Otro error que hará que tus torrijas no queden como de pastelería es no retirar el exceso de leche antes de rebozarlas en el huevo.
Este paso puede hacer que estén demasiado blandas y frágiles y puede hacer que se deshagan al freírlas. Para evitarlo puedes dejarlas unos segundos sobre una rejilla o en una espátula con ranuras.
El tipo de leche que se utilice puede determinar el resultado de las torrijas. Usar leche desnatada o semidesnatada reduce la cremosidad y el sabor.
Para unas torrijas más ricas, es preferible usar leche entera o incluso enriquecerla con nata, consiguiendo un interior más meloso.
Añadir el azúcar cuando están frías o demasiado calientes hace que no se adhiera correctamente.
El punto perfecto es cuando están templadas, logrando que el azúcar y la canela se integren bien y potencien el sabor.

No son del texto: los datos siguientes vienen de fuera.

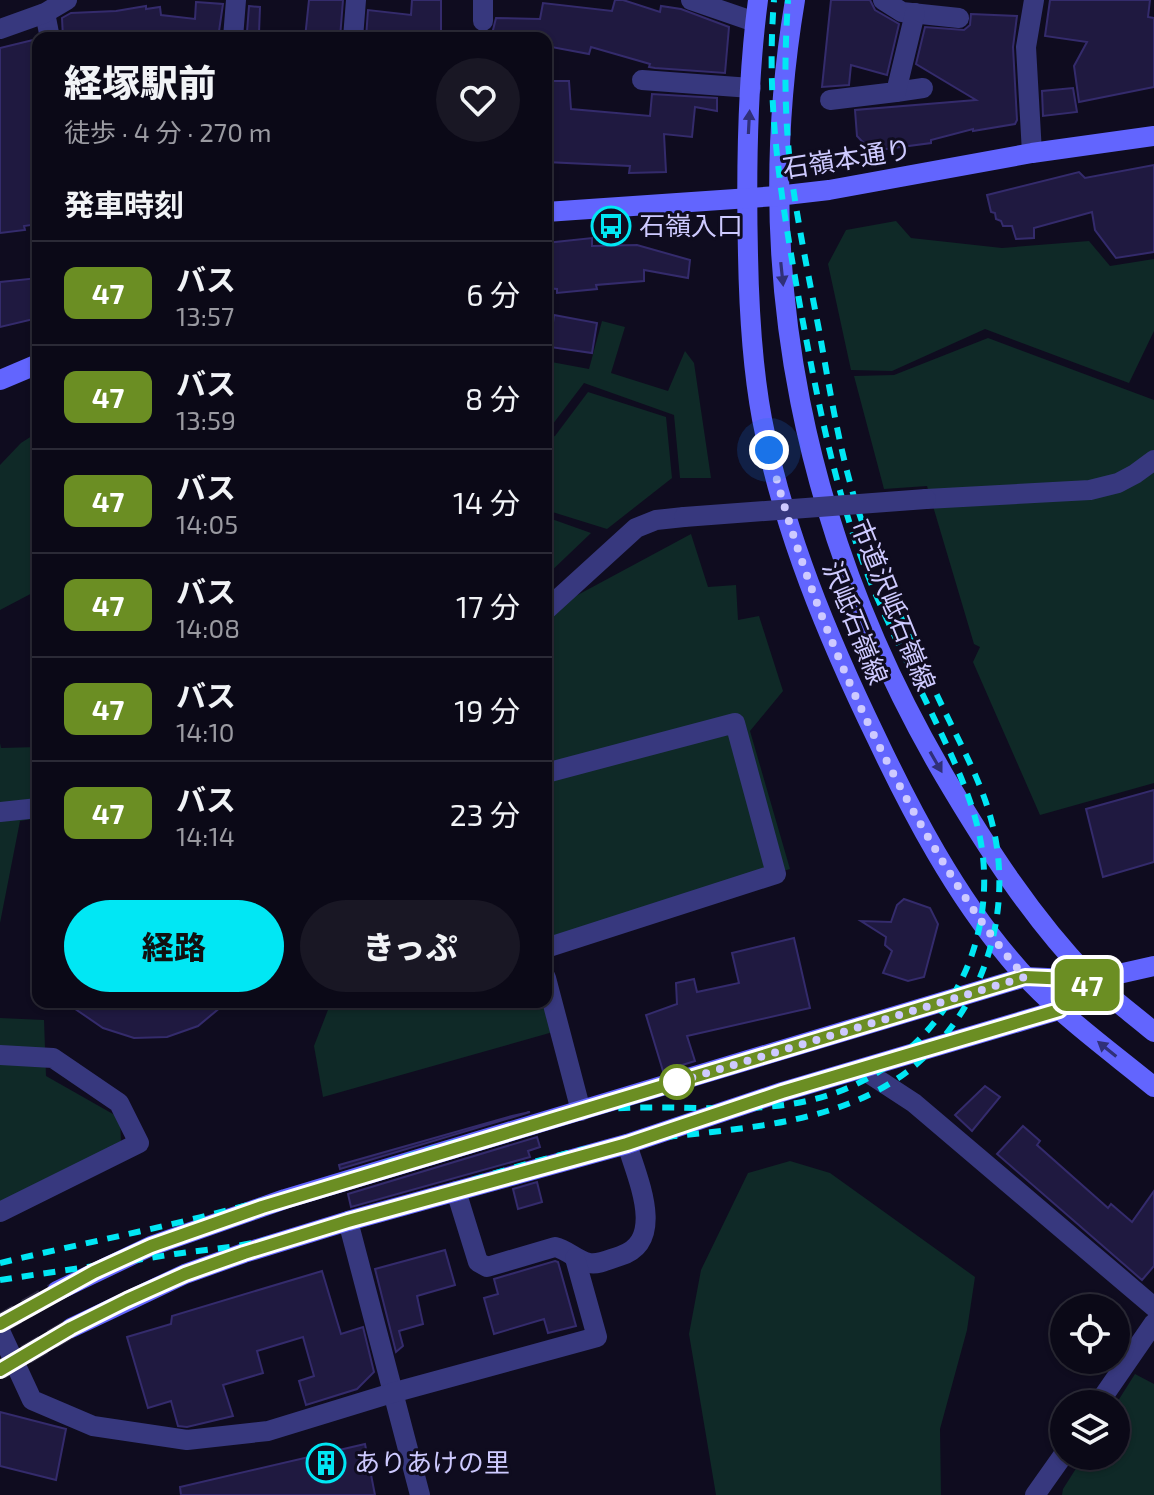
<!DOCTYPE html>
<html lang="ja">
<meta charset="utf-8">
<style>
:root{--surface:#0b0917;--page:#191724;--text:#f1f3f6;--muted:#9a9aa1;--line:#2b2a36;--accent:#01e7f4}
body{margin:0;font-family:"Exo 2","Noto Sans JP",sans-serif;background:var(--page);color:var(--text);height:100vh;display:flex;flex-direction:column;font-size:30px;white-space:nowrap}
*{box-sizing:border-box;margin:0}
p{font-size:26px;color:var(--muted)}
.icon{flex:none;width:44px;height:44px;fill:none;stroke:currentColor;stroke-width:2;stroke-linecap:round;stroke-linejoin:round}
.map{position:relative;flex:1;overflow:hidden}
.sheet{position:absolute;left:32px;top:32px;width:520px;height:976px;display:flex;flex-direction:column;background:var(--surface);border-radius:16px;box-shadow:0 2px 6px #0004,0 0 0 2px var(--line)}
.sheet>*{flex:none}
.badge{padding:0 16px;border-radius:12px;font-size:28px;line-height:52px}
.controls{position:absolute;left:1050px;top:1294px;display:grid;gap:16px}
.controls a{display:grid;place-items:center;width:80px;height:80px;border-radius:50%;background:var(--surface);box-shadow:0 2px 6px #0004,0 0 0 2px var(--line);font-size:40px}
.you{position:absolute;width:40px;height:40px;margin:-20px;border:6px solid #fff;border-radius:50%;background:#1a73e8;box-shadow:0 0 0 12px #1a73e833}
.map>.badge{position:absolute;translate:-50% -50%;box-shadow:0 0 0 4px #fff}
h2{padding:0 32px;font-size:30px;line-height:72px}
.round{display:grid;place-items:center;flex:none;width:84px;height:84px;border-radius:42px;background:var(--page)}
.headline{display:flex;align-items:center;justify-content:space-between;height:136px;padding:0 32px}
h1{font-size:38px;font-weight:800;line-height:60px}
.primary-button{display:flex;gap:16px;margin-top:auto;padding:16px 32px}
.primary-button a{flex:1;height:92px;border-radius:48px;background:var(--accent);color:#111;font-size:32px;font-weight:800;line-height:92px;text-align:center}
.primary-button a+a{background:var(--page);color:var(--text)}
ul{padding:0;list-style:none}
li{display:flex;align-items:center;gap:24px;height:104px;padding:0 32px;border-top:2px solid var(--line)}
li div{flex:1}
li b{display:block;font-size:30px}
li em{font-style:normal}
li .badge{min-width:88px;font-weight:700;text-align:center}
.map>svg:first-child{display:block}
</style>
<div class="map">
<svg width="1154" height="1495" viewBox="0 0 1154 1495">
<rect width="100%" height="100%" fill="#0f0c1f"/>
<g fill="#0f2927">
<polygon points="896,221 911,238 1002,248 1089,241 1110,266 1154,259 1154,331 1129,383 985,329 892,371 851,370 828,264 846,230"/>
<polygon points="602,321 625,327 611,373 668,391 685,351 694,363 711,478 680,478 674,415 584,383 546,433 546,361 589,369"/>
<polygon points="988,338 1154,400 1154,783 1040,815 973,662 980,647 974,644 927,486 884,489 854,376 894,375"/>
<polygon points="588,392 666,417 672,478 607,529 546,510 546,438 555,436"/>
<polygon points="38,432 38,590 0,610 0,465 21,443"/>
<polygon points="546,517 591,533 546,576"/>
<polygon points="691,534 708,587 736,585 738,620 759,616 783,691 750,731 790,869 546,939 546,612"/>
<polygon points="0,743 1,748 38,747 38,818 20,821 0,923"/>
<polygon points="331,1002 545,1002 553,1032 323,1097 314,1046"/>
<polygon points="0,1018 44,1020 46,1076 120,1118 121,1141 0,1206"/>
<polygon points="790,1161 830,1173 975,1277 967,1330 940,1429 941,1495 716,1495 689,1334 701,1270 748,1173"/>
<polygon points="1135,1374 1154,1384 1154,1495 1062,1495 1063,1489 1084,1456 1116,1456 1116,1404"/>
</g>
<g fill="#1f1940" stroke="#342b6c" stroke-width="2">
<polygon points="309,0 343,0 340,38 305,38"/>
<polygon points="412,0 441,0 441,38 366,38 368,10 411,15"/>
<polygon points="615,0 623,0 660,12 661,6 681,9 729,27 725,73 655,68 649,67 650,64 591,47 589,54 546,46 546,38 491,38 496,18 540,19 543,3 612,11"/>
<polygon points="831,0 870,0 875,10 899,24 887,75 851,65 849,85 822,87"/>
<polygon points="1050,0 1150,0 1148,17 1154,18 1154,87 1079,102 1074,66 1087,42 1045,36"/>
<polygon points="196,2 223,4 218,38 176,38 176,35 152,38 63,38 62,18 71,13 116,11 146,6 146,9 160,7 161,15 195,19"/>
<polygon points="249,6 260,7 259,33 247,32"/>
<polygon points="971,14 1017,16 1013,47 1017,120 1015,124 973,131 973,129 931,140 931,143 871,151 857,136 855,110 976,100 916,64 925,27 964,30 970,25"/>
<polygon points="37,39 38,224 24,226 25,230 0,233 0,48"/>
<polygon points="546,81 569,81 571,109 650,116 652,94 717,98 717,111 695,107 692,137 664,134 666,172 629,173 630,166 546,162"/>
<polygon points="1073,88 1077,112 1043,116 1042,91"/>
<polygon points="1154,165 1154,252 1116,258 1095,230 1092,212 1034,228 1034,238 1016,239 1012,226 1003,226 1001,221 996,219 995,213 991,212 987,195 1079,172 1085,178"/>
<polygon points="592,238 592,246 637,245 690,260 688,278 644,270 644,281 596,285 597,289 557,293 557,289 546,288 546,243"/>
<polygon points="38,278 38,318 0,327 0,282"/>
<polygon points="554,315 597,323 592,353 550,347"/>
<polygon points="1154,790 1154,862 1103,877 1086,809"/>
<polygon points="904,899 930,908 938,924 924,977 908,981 883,973 892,951 885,945 886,937 861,921 891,922 897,905"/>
<polygon points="794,938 810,1008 687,1036 695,1061 663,1071 646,1015 677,1004 676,983 694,979 697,992 739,983 732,953"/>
<polygon points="65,1002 227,1002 198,1026 167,1037 134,1038 103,1028"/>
<polygon points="985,1086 1000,1097 972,1131 955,1115"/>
<polygon points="530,1112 340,1169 339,1165 512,1116"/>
<polygon points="1023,1126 1040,1141 1037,1145 1108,1208 1111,1204 1132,1222 1154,1191 1154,1266 1142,1280 997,1154"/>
<polygon points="537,1137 540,1147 528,1151 530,1157 351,1207 348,1194"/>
<polygon points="537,1182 542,1202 518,1209 513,1189"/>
<polygon points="445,1250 455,1285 417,1296 423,1324 399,1331 403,1346 396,1352 375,1269"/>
<polygon points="555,1261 558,1262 576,1326 548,1333 544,1319 494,1334 484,1298 498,1294 494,1279"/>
<polygon points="322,1271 341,1334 363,1327 374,1372 357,1389 306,1405 299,1381 314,1376 303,1337 257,1351 263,1373 223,1385 233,1416 187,1427 178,1426 171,1401 148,1408 127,1337 171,1324 172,1316"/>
<polygon points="0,1412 66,1429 56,1480 0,1466"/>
<polygon points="365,1444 375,1495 181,1495 180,1487"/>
</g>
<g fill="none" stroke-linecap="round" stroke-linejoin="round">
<g stroke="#2c2841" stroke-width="20" stroke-dasharray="20 10" stroke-linecap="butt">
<polyline points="0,1324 57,1291"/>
<polyline points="0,1370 71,1328"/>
</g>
<g stroke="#37387e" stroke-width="20">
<polyline points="691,0 755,22"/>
<polyline points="883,0 902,12 959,18"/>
<polyline points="45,13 50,38"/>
<polyline points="483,21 483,0"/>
<polyline points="0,29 45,13 67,0"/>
<polyline points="233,38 236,0"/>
<polyline points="353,38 356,0"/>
<polyline points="642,80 751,88"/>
<polyline points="896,92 923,88"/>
<polyline points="830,100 896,92 915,13"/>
<polyline points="1032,153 1026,47 1034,0"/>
<polyline points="926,499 1090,490 1118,483 1135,474 1154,460"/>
<polyline points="546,610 636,528 656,520 684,517"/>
<polyline points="546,773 735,723 776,874 546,948"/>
<polyline points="0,812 38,808"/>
<polyline points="546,978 581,1111"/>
<polyline points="0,1055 53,1058 119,1103 139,1143 0,1212"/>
<polyline points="862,1069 914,1103 1154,1307"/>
<path d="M 456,1191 L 478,1262 L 487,1267 L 555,1247 C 568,1250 576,1260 589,1263 C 599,1265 610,1259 620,1256 C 667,1241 637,1178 627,1144"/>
<polyline points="348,1221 420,1495"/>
<polyline points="0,1331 32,1400 93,1426 187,1440 268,1431 392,1393 597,1337 575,1258"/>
<polyline points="1098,1404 1154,1323"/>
<polyline points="1035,1495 1064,1454"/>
</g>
<g stroke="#6265fe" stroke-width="20">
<path d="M 758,0 C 747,84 746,171 748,255 C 749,310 752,365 762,419 C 783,530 828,638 877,739 C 913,815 955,894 1009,958 C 1050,1008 1104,1046 1154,1087"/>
<path d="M 795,0 C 749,274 805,538 945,777 C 987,848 1032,918 1089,977 C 1109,997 1133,1014 1154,1032"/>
<polyline points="546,212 777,196 829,190 1032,153 1154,136"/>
<polyline points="0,380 38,364"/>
<polyline points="57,1291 151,1246 285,1199 1025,977 1092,980 1154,966"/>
<polyline points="71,1328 185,1274 244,1253 348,1221 627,1144 782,1092 1059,1010 1092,980"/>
</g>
<g stroke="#01e7f4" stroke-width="6" stroke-dasharray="12 10" stroke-linecap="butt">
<path d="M 0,1263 C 83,1243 168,1227 251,1204 C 359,1174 467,1133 578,1113 C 666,1097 758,1124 843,1090 C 932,1054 988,967 984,871 C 982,816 956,765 933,716 C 914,676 894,636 876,595 C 838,506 820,412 802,317 C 783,210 765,110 774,0"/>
<path d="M 0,1280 C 58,1271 117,1263 175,1254 C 202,1250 230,1248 257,1242 C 362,1219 464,1179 568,1153 C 677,1125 815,1142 908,1071 C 984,1013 1016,910 991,819 C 981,782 963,749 946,714 C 919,658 893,601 870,543 C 843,476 832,401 819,330 C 810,283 800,235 793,187 C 784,126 784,62 788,0"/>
</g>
<polyline stroke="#37387e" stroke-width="20" points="684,517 926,499"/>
</g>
<defs><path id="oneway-solid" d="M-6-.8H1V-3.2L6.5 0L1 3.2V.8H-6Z" transform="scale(2)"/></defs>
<g fill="#303078">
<use href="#oneway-solid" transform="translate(749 122) rotate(-87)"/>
<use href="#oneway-solid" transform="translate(782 274) rotate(84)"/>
<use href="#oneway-solid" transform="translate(936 762) rotate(60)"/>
<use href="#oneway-solid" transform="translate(1107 1049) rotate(-141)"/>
</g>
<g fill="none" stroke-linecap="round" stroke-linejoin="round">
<g stroke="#fff" stroke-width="18">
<polyline id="line" points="0,1324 94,1272 151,1246 262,1207 1025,977 1092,980 1059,1010 782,1092 627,1144 348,1221 244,1253 185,1274 127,1300 71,1328 0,1370"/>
</g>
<use href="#line" stroke="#6b8e23" stroke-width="12"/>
<path stroke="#cecaff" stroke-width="8" stroke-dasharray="0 14.4" d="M 677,1082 L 664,1086 L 1025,977 C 987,934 957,886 928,837 C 858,716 803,585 769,450"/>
</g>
<defs>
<g id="bus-ring" transform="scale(2)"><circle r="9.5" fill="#0f0c1f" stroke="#01e7f4" stroke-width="1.5"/><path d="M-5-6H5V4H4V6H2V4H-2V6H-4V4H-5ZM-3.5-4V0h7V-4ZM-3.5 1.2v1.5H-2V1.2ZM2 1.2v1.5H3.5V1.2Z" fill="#01e7f4"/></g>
<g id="building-ring" transform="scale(2)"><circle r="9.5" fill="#0f0c1f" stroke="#01e7f4" stroke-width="1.5"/><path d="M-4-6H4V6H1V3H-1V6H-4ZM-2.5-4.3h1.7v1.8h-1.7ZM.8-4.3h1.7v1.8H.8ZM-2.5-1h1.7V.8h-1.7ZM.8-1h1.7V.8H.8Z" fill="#01e7f4"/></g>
</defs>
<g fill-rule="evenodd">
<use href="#bus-ring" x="611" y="226"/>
<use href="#building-ring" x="326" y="1463"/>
</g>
<circle fill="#fff" stroke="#6b8e23" stroke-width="4" cx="677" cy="1082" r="16"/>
<g text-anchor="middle" stroke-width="6" stroke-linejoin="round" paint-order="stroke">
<g font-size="26" fill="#cecaff" stroke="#0f0c1f">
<text transform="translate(847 159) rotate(-9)" y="9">石嶺本通り</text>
<text transform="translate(893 605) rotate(68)" y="9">市道沢岻石嶺線</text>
<text transform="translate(855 623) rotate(68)" y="9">沢岻石嶺線</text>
</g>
<g font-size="26" fill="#cecaff" stroke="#0f0c1f" text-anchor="start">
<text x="639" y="235">石嶺入口</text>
<text x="354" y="1472">ありあけの里</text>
</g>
</g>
</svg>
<div class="controls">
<a><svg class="icon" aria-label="locate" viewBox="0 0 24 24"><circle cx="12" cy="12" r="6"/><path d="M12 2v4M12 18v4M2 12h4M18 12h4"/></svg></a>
<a><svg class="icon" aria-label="layers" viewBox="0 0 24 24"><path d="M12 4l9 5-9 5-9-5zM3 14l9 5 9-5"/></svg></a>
</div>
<div class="you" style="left:769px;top:450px"></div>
<b class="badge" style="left:1087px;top:985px;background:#6b8e23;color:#fff">47</b>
<section class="sheet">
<div class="headline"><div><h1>経塚駅前</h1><p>徒歩 · 4 分 · 270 m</p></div><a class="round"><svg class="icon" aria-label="heart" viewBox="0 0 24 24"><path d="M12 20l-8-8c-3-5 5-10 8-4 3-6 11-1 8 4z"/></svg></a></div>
<h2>発車時刻</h2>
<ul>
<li><span class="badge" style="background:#6b8e23;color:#fff">47</span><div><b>バス</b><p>13:57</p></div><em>6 分</em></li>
<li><span class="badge" style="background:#6b8e23;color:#fff">47</span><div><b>バス</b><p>13:59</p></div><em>8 分</em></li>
<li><span class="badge" style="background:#6b8e23;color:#fff">47</span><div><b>バス</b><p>14:05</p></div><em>14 分</em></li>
<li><span class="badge" style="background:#6b8e23;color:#fff">47</span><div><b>バス</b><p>14:08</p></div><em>17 分</em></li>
<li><span class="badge" style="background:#6b8e23;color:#fff">47</span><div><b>バス</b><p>14:10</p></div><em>19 分</em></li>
<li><span class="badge" style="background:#6b8e23;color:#fff">47</span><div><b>バス</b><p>14:14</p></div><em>23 分</em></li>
</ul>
<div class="primary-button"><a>経路</a><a>きっぷ</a></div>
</section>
</div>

Verter la leche infusionada aún caliente sobre el pan puede arruinar la textura. El calor rompe la estructura de la miga y provoca que se deshaga. Lo ideal es dejar que la leche se temple antes de empapar las rebanadas.
Comerlas recién hechas impide que los sabores se asienten. Lo ideal es dejarlas reposar al menos 30 minutos, lo que permite que la canela, el limón y la leche se integren mejor, logrando un mejor resultado.
Aunque pueda parecer menor, cada uno de estos errores influye directamente en el resultado final. Las mejores torrijas no son fruto de la casualidad, sino de cuidar cada paso del proceso. Porque, al final, la diferencia entre unas torrijas normales y unas realmente memorables está en los pequeños detalles.